Now coming to code. This is what the pipeline looks like:

# Imports
from sklearn.svm import SVC
from sklearn.pipeline import FeatureUnion, Pipeline

# Pipeline
pipe = Pipeline([('preprocessor', CustomPreprocessor()), 
                 ('features', FeatureUnion([("vectorizer", CountVectorizer()),
                                            ("extractor", CustomFeatureExtractor())
                                            ]))
                 ('classifier', SVC())
                ])

Where CustomPreprocessor and CustomFeatureExtractor are defined as:

from sklearn.base import TransformerMixin, BaseEstimator

class CustomPreprocessor(BaseEstimator, TransformerMixin):
    def __init__(self, remove_urls=True, remove_mentions=True, 
                 remove_emails=True, remove_invalid_chars=True, 
                 convert_emojis=True, lowercase=True, 
                 decompose_hashtags=True, remove_punctuations=True):
        self.remove_urls=remove_urls
        self.remove_mentions=remove_mentions
        self.remove_emails=remove_emails
        self.remove_invalid_chars=remove_invalid_chars
        self.convert_emojis=convert_emojis
        self.lowercase=lowercase
        self.decompose_hashtags=decompose_hashtags
        self.remove_punctuations=remove_punctuations

    # You Need to have all the functions ready
    # This method works on single tweets
    def preprocessor(self, tweet):
        # Data cleaning
        if self.remove_urls:
            tweet = URL_remover(tweet) # Removing URLs

        if self.remove_mentions:
            tweet = mentions_remover(tweet) # Removing mentions

        if self.remove_emails:
            tweet = email_remover(tweet) # Removing emails

        if self.remove_invalid_chars:
            tweet = irrelev_chars_remover(tweet) # Removing invalid chars

        if self.convert_emojis:
            tweet = emojies_converter(tweet) # Translating emojies

        if self.lowercase:
            tweet = to_lowercase(tweet) # Converting words to lowercase

        if self.decompose_hashtags:
            # Others
            tweet = hashtag_decomposer(tweet) # Hashtag decomposition

        # Punctuation may only be removed after hashtag decomposition  
        # because it considers "#" as punctuation
        if self.remove_punctuations:
            tweet = punct_remover(tweet) # Punctuation 

        return tweet

    def fit(self, raw_docs, y=None):
        # Noop - We dont learn anything about the data
        return self

    def transform(self, raw_docs):
        return [self.preprocessor(tweet) for tweet in raw_docs]

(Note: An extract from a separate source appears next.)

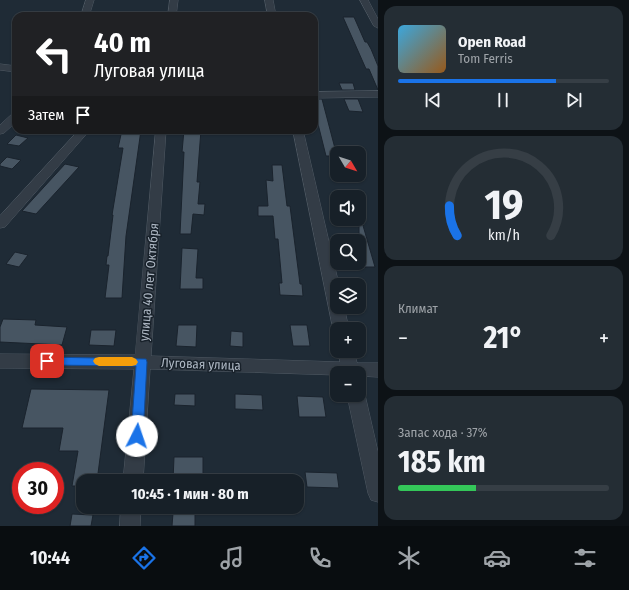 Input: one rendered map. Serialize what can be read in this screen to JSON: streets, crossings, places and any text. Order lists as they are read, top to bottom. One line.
{"streets":{"street":["улица 40 лет Октября","Луговая улица"]},"crossings":[["улица 40 лет Октября","Луговая улица"]],"north":"bottom right","page":{"turn":["40 m","Луговая улица"],"song":["Open Road","Tom Ferris"],"then":"Затем","map_buttons":["+","−"],"tile":["Климат",["Запас хода · 37%","185 km"]],"heat":["−","21°","+"],"limit":"30","trip":"10:45 · 1 мин · 80 m","tabs":"10:44","gauge":["19","km/h"]}} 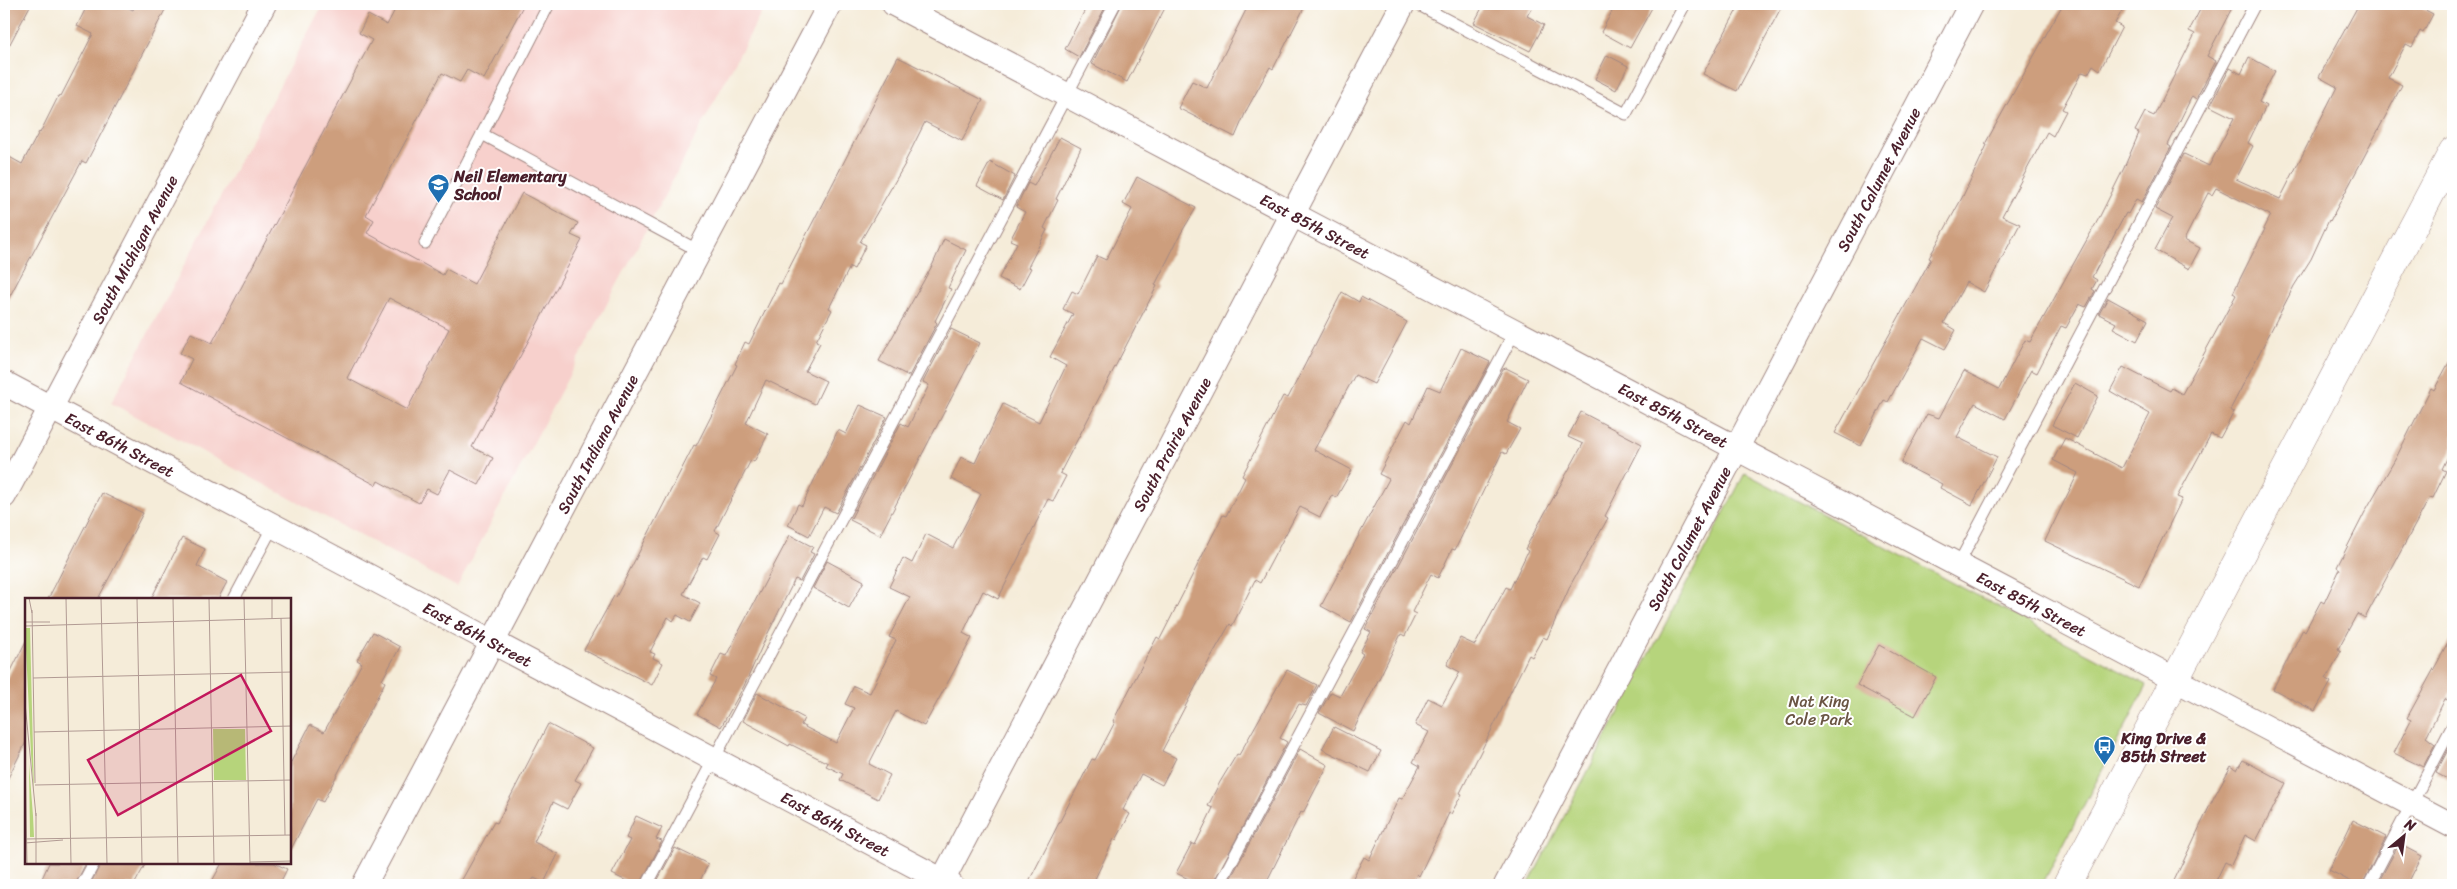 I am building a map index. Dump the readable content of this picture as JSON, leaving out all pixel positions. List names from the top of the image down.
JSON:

from textblob import TextBlob
import numpy as np
# Same thing for feature extraction
class CustomFeatureExtractor(BaseEstimator, TransformerMixin):
    def __init__(self, sentiment_analysis=True, tweet_length=True):
        self.sentiment_analysis=sentiment_analysis
        self.tweet_length=tweet_length

    # This method works on single tweets
    def extractor(self, tweet):
        features = []

        if self.sentiment_analysis:
            blob = TextBlob(tweet)
            features.append(blob.sentiment.polarity)

        if self.tweet_length:
            features.append(len(tweet))

        # Do for other features you want.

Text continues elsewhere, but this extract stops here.